I need to get back into the swing of label making. I've got a big few weeks ahead. Oh, and I called my local Staples Office Supply, for $.39/pg, they will print out my labels off of the color laser (6 on a pg), not too bad?? You can email them the file, they will set it up, print, and even cut. Since it's a laser, I shouldn't have to spray w/ matte finish (or at least I think).


----------



## Waldo (Mar 30, 2006)

Very nice label DJ


----------



## rgecaprock (Apr 1, 2006)

DJ,


Very pretty label. I emailed a couple of mine to Kinko's and they look great. They have a nice gloss to them and the colors are very vivid. It is a little expensive, just under a dollar a piece but they are on label paper so no gluing. I will do it for the bottles that I plan to give away. You email them then pick them up later.....saves my ink too!!!


Ramona


----------



## Brandst (Apr 1, 2006)

I bought the color laser to use at home for my labels and anything else we can think of. Now I just need to find a nice looking paper like what they use at Staples or Kinkos and I'll be all set. I have thought of using one of the Avery labels for it as well, but I don't mind cutting the paper if I have to go that way.





Steve


----------



## djcoop (Apr 10, 2006)

I wish I knew how to do some pretty borders with my PhotoImpression. It's pretty basic. I tried to do some editing in Publisher and bring over to the PhotoImpression, but either it doesn't work, or I JUST DON'T GET IT!!! I bet it's the latter


----------



## Brandst (Apr 10, 2006)

I've started using Print Shop for my labels as of late. I like the different effects that I can add that I never found in Publisher. I still edit the photo in Photoshop before hand and resize as needed. I do miss Publishers ability to save as a .jpg as Pring Shop won't save in anything other than it's own format and .pdf. The .pdf can come in handy if I make labels or something for someone without Print Shop though.





Steve


----------



## AAASTINKIE (Apr 10, 2006)

Brandst, I use printmaster and can save as a jpg by using the export as under file


----------



## Pepere (Apr 10, 2006)

Brandst &amp; DJ:


I think if you do and "export" from either program it will save it as a "bmp" bitmap and you can open that file with almost any program that will handle images.
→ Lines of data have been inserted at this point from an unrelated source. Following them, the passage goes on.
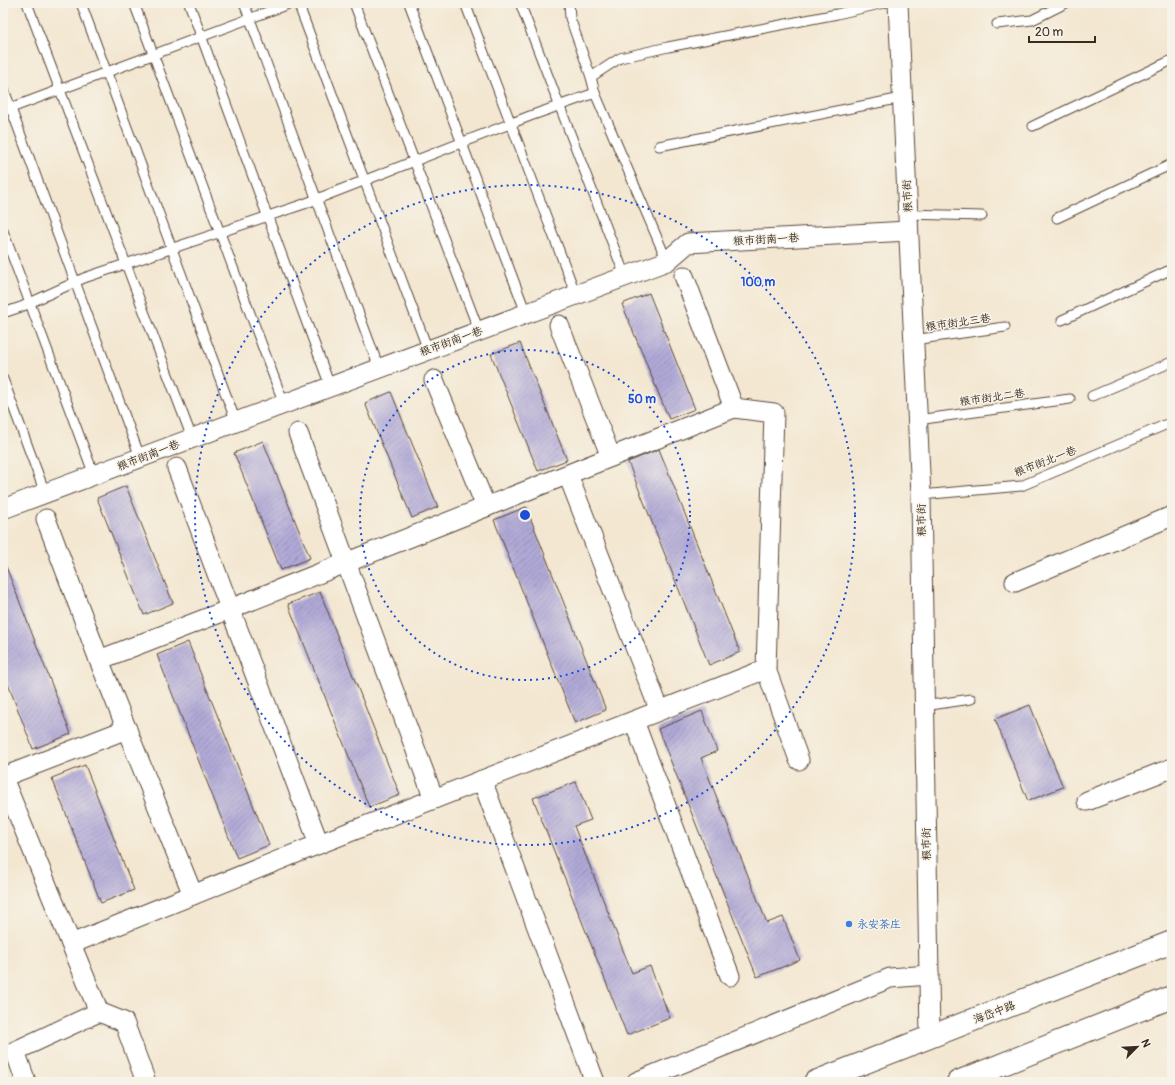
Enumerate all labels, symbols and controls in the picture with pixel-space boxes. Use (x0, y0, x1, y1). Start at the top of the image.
scale bar (1029, 18, 1095, 44)
text: 20 m (1035, 25, 1064, 40)
street label: 粮市街 (900, 178, 915, 213)
street label: 粮市街南一巷 (733, 231, 799, 248)
text: 100 m (741, 275, 776, 290)
street label: 粮市街北三巷 (924, 311, 992, 334)
street label: 粮市街南一巷 (418, 324, 484, 359)
street label: 粮市街北二巷 (958, 386, 1026, 409)
text: 50 m (628, 392, 656, 407)
street label: 粮市街南一巷 (115, 438, 181, 473)
street label: 粮市街北一巷 (1012, 444, 1078, 479)
street label: 粮市街 (915, 502, 928, 537)
centre of rings (518, 508, 532, 522)
street label: 粮市街 (920, 826, 933, 861)
place label: 永安茶庄 (857, 918, 901, 931)
marker: 永安茶庄 (844, 919, 854, 929)
street label: 海岱中路 (971, 999, 1017, 1026)
north arrow (1117, 1027, 1157, 1067)
text: N (1138, 1037, 1153, 1050)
I know I can accomplish that with Print Shop and finish up with Paint Shop Pro. Just a thought.


Pepere


----------



## Pepere (Apr 10, 2006)

Here are two lables I started in Print Shop and finished in Paint Shop Pro.


----------



## Pepere (Apr 10, 2006)

DJ: here's a border you might like.


----------



## Pepere (Apr 10, 2006)

Okay I'm being a pest but this is just an effort to repay the the kindness you have all favored me with. DJ: one more border for you to consider.


----------



## djcoop (Apr 10, 2006)

Pepere--


I love it, now only if I could do it!!


----------



## Pepere (Apr 10, 2006)

DJ: I think you can: Check your programs for the ability to import and export images. They usually convert the images to "bmp" (bitmap)files and then they can be read by most image programs. Programs like Print Shop have all sorts of images and graphicsyou can play with including photo's and frames of all sorts. You might even be able to find the correct graphics on line some where. Try a google search for them you might be surprised.


If you right click the lables I have put frames on you can save from here as well.






Pepere.


----------



## Brandst (Apr 10, 2006)

Next time I'm working on one I'll try to export as a .jpg or a .bmp. I didn't even think to look at that, too used to just saving as.





Steve


----------



## rgecaprock (Apr 11, 2006)

You Guys,


You are all making some really nice labels. I use Printshop and there are more ways to get different effects than you can imagine. I just keep playing around, clicking and moving and trying different edges and borders and fade and sharpen change colors and effects. I am bad about reading directions so I just trial and error until I get what I want.Just keep at it!!!! Your labels will look great on your bottles. And dj I made the Chamblaise and it is a great wine!!!!


Ramona


----------



## Brandst (Apr 11, 2006)

I learn everything in all these programs by trial and error. Luckily I still get good results anyway.









Steve


----------



## grapeman (Apr 11, 2006)

Label paper- I use onlinelabels.com for an inexpensive source of label paper for my color laser printer. I use 4 to a sheet peelable lables-fairly glossy for regular bottles and they also come six to a sheet- about 15-20 dollars for 100 sheets. Just print and peel off the backing-apply to the bottle. The even remove if you place them wrong, but sometimes the color crumbles a little if the label creases. No need to worry about cutting or gluing.


----------